----- THE DATA -----
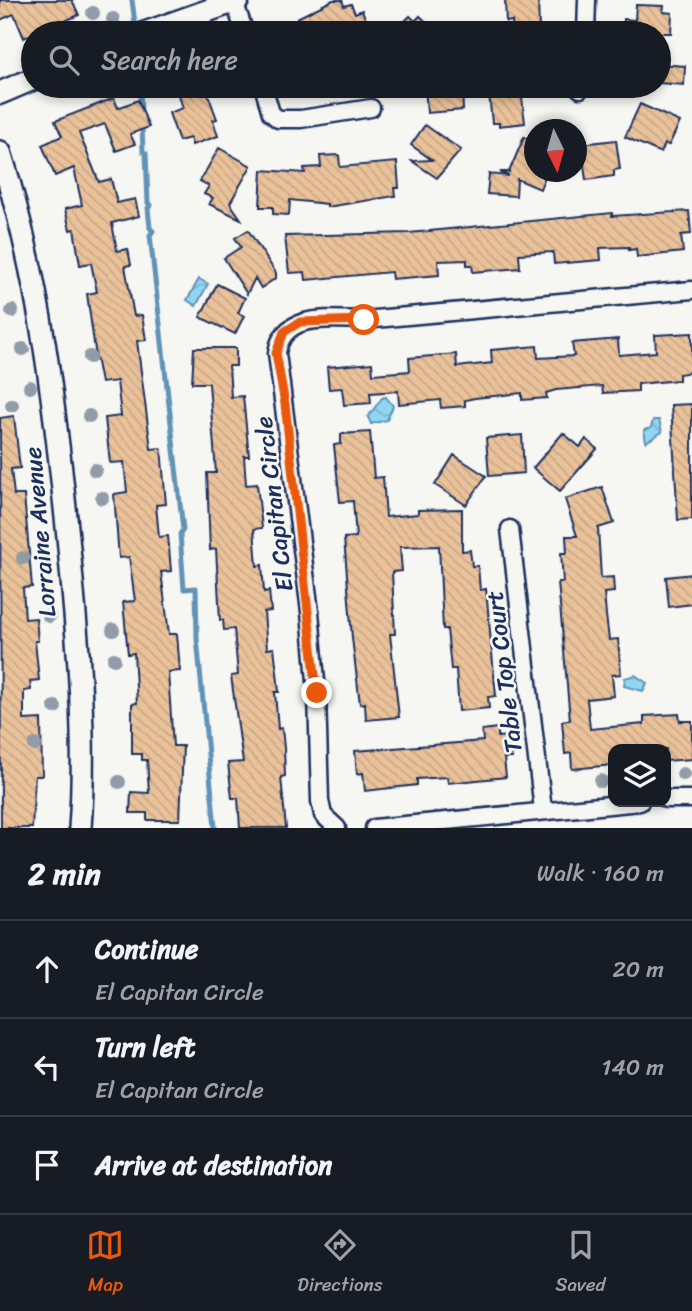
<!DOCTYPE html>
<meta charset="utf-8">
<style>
:root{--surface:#171b24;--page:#242831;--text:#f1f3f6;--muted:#9ea1a6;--line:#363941;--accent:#ea580c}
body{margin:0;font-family:Sriracha,sans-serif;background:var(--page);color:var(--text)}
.controls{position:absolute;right:21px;bottom:21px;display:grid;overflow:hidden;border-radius:14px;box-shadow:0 4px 10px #0003}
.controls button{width:63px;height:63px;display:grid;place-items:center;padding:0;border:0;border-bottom:2px solid var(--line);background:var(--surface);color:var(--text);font:35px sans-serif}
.compass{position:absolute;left:524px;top:119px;width:63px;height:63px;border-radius:50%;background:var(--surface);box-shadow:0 4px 10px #0003;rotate:175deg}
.stop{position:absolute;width:21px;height:21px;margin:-16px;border:5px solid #ea580c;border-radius:50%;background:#fff}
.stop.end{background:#ea580c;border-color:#fff;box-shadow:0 2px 7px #0008}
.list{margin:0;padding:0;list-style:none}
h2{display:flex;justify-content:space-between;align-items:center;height:91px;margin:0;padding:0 28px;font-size:30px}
h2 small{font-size:23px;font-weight:400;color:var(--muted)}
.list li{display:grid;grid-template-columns:46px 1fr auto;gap:21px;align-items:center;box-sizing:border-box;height:98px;padding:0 28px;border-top:2px solid var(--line)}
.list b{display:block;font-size:26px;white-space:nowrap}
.list p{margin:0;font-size:23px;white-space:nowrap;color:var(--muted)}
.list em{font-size:23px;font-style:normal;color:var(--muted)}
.icon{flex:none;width:38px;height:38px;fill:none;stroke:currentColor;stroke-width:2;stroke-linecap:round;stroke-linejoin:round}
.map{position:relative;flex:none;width:692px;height:828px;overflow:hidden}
.search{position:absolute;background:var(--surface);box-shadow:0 4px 10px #0003;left:21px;right:21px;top:21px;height:77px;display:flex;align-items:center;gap:18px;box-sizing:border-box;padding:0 24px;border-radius:38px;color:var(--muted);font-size:26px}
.sheet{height:385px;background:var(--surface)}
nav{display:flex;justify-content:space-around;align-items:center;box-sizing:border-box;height:98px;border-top:2px solid var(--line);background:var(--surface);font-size:19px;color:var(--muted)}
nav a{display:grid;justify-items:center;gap:4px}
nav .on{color:var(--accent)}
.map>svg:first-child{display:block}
</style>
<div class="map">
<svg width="692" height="828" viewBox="0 0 692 828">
<defs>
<pattern id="water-waves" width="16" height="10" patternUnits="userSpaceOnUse" patternTransform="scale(1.75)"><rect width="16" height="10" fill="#90d6f2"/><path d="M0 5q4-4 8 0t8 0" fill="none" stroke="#7cb8d2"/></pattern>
<pattern id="building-back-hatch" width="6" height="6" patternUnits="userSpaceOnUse" patternTransform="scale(1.75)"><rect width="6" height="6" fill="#eac29a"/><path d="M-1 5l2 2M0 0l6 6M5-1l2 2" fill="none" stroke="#c8a787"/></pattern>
</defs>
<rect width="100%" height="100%" fill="#f6f6f2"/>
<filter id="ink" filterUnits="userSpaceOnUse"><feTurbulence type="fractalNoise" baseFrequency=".0143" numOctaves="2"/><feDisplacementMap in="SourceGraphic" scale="14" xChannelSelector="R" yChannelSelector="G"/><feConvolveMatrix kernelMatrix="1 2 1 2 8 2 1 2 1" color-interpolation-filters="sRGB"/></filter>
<g filter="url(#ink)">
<path fill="url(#water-waves)" stroke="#6193b7" stroke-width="2" d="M199,279L208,284L196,306L187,300Z
M386,397L393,406L387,420L371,424L368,417L382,398Z
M653,420H659L662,432L646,442L644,430L651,428Z
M635,675L647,683L643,691L624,686L625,678Z"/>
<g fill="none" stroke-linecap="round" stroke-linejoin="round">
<path stroke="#6193b7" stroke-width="5" d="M129,33V26L135,23L132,0
M140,86L141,112
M142,125L143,152L146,153L148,203L151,205L148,208L150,228L153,231L150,235L183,530L180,534L184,589L196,588L197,638L215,828"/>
</g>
<path fill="url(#building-back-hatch)" stroke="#1b2f5e" stroke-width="2" d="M0,0H72L79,15L24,38L14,14L0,20Z
M333,0H342L344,6L351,4L355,13L362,10L371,33H303L297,18Z
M505,0H538L539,28L513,29L512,21L506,22Z
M636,5L664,6L663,12L672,13L671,33H624V19L635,20Z
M410,16L415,21L420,16L438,33H393Z
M659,64L685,66L684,85L659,83Z
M176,86H205L217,119L213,120L218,136L192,145L190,138L179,141L169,113L183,108Z
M425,86H462L463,110L427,113Z
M521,89L525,123L499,126V123H492L489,93Z
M114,98L118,108L138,100L149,127L130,134L135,144L116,151L105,124L79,133L99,182L111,179L117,203L135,199L139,216L112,223L117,251L128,249L131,265L125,266L134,316L142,315L146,340L137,341L151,449L161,448L166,504L156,505L159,537L168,536L171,571L161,572L169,634H177L180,671L168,672L173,746H183L180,820H147V813H130L131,792L149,793L147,760H142V754H132V704L137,703L134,653L128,654L123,602L135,601L129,557L119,558L114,494L127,492L124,462L110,463L105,418L121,416L117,381L101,383L96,357L87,294L97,292L91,263L80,265L74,229L70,230L65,209L82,205L74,168L55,176L42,145L62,136L55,121Z
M640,104L680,122L669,145L665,144L661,153L625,137Z
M425,125L461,150L437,178L412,161L432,160L411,145Z
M524,137L535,142V172H547L540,189L517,179L516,196L487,194L489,174L509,176L500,172H509Z
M616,140L620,169L614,170V176L586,180L581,144Z
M219,148L251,166L230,203L241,219L209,204L213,198L204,194L209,186L200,181Z
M339,155L340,167L397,162L399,188H394L395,196L327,207V204L290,200L289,215L273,214V207H260L262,170L305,173L304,168L321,167L320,156Z
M689,211L691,234L681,235L683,252L637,257L636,249L629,250V247L600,248L601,260L554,264L553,252L519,254L520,268L473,272L472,265H467V260L438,261L439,275L392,279L391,272L306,280L305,272L289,273L285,236L409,233L612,213V216Z
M248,230L276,273V278L261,288L255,278L247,294L224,258L241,247L235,238Z
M217,284L245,298L238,313L244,316L235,334L200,317Z
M692,333V372L679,374V380L638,384V391L603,393L602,386L556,390L546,393L547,398L522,400V393L475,398L465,400V406L441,408L440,400L399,404L398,391L370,393L371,403L344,405L342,388L329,389L327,367L372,363L373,374L410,371L409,358L456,354L457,367L492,363L491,350L537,346L538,358L574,356L572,343L618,339L619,355L656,352L655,335Z
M194,348H236V366H229L231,397L243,396L249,456H244L246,485L257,484L262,528L254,529L257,566L262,565L264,592L269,591L271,611L264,612L267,649L274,648L277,672L279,692H275L278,729L282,728L284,748L285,776L281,777L286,828H240L238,798H232L228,763L243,762L231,676L238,675L234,629L224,630L223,620H220L216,549L210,550L207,473H216L209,383H192Z
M692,404V519L678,520L671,405Z
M14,416L20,468L11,469L14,495H24L32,587L23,588L25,619L36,618L38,641H35L39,680L30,681L31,690L24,691V720L41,719L42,776H35L32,828H1L0,418Z
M370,432L374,478L383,477L386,517L418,514V510L462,509V551L470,550L472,566H478L480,590L486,589L496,696L488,697L489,708L459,711L456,669H451L447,629H443L439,546L400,547L402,571L392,572L395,634H390L399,717L366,720L365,703L360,704L352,638L344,538L356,537L353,501L340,502L334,445L341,444V434Z
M563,433L580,447L586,439L597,449L560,491L533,468Z
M522,435L524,473L489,476L486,438Z
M454,455L486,476L466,505L435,485Z
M602,487L614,523L598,528L601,578L613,577L614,592L604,593L606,615L609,640L618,639L621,674L612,675L614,696L587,699L590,729L644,724V716L679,714L680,721H692V759L666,761V749H613V765L572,769L571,753L565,754L562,721L570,720L558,582H563L561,553H567L566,536H577L565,499Z
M692,574V604L669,607L666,577Z
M498,728V737L510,736L512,758H504L506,777L448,783L447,777L417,779V785L365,791L363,773L357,774L355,751L483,741L482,730Z"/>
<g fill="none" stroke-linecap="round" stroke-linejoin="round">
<g stroke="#1b2f5e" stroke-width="21">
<path id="street" d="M234,1L245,33
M586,33L587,0
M263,86L271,113L278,119H301L371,108
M580,89L581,86
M510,529L543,810
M666,799H692
M337,828L323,815L320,801L317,693L310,612L277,353C283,311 331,320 364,320L692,290
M374,828L640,802"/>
</g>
<g stroke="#1b2f5e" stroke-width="26">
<path id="secondary" d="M145,33L238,0
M0,93L33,79
M0,152C40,277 55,408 68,537C77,633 87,732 80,828"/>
</g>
<use href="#street" stroke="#f6f6f2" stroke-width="16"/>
<use href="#secondary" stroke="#f6f6f2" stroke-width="21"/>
</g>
<g fill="#909ca8">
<circle cx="93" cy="13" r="7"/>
<circle cx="113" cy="19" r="7"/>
<circle cx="12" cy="311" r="7"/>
<circle cx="23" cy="349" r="7"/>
<circle cx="90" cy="357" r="7"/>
<circle cx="30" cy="387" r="7"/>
<circle cx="12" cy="405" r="7"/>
<circle cx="89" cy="416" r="7"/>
<circle cx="95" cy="470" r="7"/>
<circle cx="102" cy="498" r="7"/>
<circle cx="23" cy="558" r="7"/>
<circle cx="49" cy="616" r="7"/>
<circle cx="113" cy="630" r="7"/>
<circle cx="114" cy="659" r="7"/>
<circle cx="55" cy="707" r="7"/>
<circle cx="35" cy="745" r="7"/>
<circle cx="683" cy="774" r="7"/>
<circle cx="601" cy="781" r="7"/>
<circle cx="119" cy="782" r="7"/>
</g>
</g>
<g fill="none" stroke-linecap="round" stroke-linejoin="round" filter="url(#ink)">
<path stroke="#ea580c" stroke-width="9" d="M317,693L285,404L276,353L284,332L300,322L364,320"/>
</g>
<g text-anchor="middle" stroke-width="5" stroke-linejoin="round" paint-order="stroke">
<g font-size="24" fill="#1b2f5e" stroke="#f6f6f2">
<text transform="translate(274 504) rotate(-97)" y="8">El Capitan Circle</text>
<text transform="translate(40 532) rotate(-95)" y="8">Lorraine Avenue</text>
<text transform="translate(504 672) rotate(-97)" y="8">Table Top Court</text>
</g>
</g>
</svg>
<div class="controls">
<button><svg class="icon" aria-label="layers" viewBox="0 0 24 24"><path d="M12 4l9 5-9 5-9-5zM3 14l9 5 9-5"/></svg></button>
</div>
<svg class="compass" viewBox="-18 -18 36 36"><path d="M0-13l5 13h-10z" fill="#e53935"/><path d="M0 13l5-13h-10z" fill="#9ea1a6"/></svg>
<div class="stop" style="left:364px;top:320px"></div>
<div class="stop end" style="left:317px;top:693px"></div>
<div class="search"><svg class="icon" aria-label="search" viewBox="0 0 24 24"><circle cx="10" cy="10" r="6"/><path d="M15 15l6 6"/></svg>Search here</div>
</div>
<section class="sheet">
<h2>2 min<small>Walk · 160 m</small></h2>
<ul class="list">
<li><svg class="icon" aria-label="ahead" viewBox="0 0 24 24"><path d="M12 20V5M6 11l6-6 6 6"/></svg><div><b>Continue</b><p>El Capitan Circle</p></div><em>20 m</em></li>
<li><svg class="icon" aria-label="left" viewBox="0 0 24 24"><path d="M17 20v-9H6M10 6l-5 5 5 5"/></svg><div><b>Turn left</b><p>El Capitan Circle</p></div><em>140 m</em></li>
<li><svg class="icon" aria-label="arrive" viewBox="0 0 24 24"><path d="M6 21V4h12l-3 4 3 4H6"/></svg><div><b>Arrive at destination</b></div></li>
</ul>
</section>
<nav>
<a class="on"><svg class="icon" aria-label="map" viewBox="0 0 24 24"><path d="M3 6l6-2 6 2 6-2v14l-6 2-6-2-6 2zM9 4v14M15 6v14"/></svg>Map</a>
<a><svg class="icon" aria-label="directions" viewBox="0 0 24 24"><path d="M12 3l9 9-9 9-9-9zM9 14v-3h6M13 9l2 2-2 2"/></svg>Directions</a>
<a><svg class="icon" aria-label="saved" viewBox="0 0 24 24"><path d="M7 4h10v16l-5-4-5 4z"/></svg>Saved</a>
</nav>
-----
• _DIRECTIONS FOR THIS TASK_
For each line above that includes "solid", make a copy.

• _WRITTEN SOLUTION_
.controls button{width:63px;height:63px;display:grid;place-items:center;padding:0;border:0;border-bottom:2px solid var(--line);background:var(--surface);color:var(--text);font:35px sans-serif}
.stop{position:absolute;width:21px;height:21px;margin:-16px;border:5px solid #ea580c;border-radius:50%;background:#fff}
.list li{display:grid;grid-template-columns:46px 1fr auto;gap:21px;align-items:center;box-sizing:border-box;height:98px;padding:0 28px;border-top:2px solid var(--line)}
nav{display:flex;justify-content:space-around;align-items:center;box-sizing:border-box;height:98px;border-top:2px solid var(--line);background:var(--surface);font-size:19px;color:var(--muted)}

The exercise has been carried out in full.